Online LGBT Dating is an art, and no one was able to master it immediately! When you log into a LGBT Dating site, you’ll be hit with an abundance of rules. Be cordial. Be approachable. Don’t be mean to people. All of these things are fairly obvious – most people follow these rules. However, certain rules of online LGBT Dating aren’t nearly as evident as these. These ‘unspoken’ rules will occur to you over time, after a few months of using the platform. The more unspoken rules you discover, the better your success rate, and the more cuties in your Inbox!
This is why we’ve decided to *save* you the months of experience, and give you a round-up of the 7 Unspoken Rules of LGBT Onine Dating You *Must* Know Of:
It’s *Important* To Judge The Book By Its Cover
No, we’re not asking you to be a judgemental person. But first impressions are incredibly important with online LGBT dating. Think of this as reading a book: you’re getting acquainted with new characters, and you don’t have a whole lifetime to get to know them. The only tool at your disposal is their profile. Maybe the profile is too generic and doesn’t catch your attention immediately. Or maybe it contains those Snapchat filter pictures we all hate. In that case, they’ve lost their chance.
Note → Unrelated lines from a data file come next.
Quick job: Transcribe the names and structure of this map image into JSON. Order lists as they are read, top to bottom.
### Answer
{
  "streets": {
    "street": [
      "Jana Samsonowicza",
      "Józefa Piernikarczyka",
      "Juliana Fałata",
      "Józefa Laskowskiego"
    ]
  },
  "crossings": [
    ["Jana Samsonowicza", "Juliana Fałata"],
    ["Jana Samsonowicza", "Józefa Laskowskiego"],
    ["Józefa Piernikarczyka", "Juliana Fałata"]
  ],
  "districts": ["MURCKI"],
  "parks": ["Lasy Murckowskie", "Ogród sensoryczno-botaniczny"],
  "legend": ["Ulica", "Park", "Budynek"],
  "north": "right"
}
And that’s only fair!
Pick-Up Lines Don’t Get Utilized Anymore (?!)
A pick-up line to start a conversation? In 2k20? Oh Dear! There’ll be an abundance of ‘What’s Up’, “Hey There”, and different variations of these phrases. But rarely do you open your inbox to a witty AF pickup line that actually applies to your personality. Well, here’s your golden chance! Use a creative pick-up line to initiate the conversation. Picture this: the recipient is reading through half-typed messages with horrid slang (bae, loml). Then, they the sees your razor-sharp pickup line. They’re suddenly very likely to respond to you! Either way, *don’t* start your conversation with a paragraph or a very long message. Keep it short yet unique. And you’re set to get the response you want!
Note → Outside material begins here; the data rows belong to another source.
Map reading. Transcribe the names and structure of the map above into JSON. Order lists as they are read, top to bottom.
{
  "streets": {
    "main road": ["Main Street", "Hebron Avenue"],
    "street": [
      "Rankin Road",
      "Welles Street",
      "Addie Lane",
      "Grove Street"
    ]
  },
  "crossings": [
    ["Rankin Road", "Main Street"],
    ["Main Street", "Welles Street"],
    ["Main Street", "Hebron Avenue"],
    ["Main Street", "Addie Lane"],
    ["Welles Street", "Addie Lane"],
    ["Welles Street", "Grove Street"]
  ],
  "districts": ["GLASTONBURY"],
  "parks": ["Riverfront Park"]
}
In-App Messages Are Often Followed By Giving Out Your Number
Provided you like the person, of course! The thing is – people are too lazy to text in-app many times, and asking for the other person’s number is just an easier route to take. Remember, phone calls don’t exist anymore (never call someone you just began talking to). After you’ve exchanged numbers with the person – it’s time to send a corny little message. Make sure that message also gives away your name and where you got the number (“we were just talking about Pineapple Pizza two minutes ago!”). Mention the site you met on, what your name is, and if you’d like to continue talking!
There’s Nothing Wrong With Being Extra Skeptical
Here’s the thing – no profile you’ll come across on an online dating site, LGBT or not, is 100% accurate and honest, pictures I included. It’s not that everyone is a liar. It’s just that we tend to project our best image forward for people to say. Which means the person you see represented might be a distortion of the real person. Why are we bringing this up? Because we want to make it clear: there’s absolutely nothing wrong with being skeptical. Ask those additional questions to confirm what you’re thinking. Be a little paranoid if you want. Make sure communicating without any fear of coming across as skeptical. You have every right to be so, anyway!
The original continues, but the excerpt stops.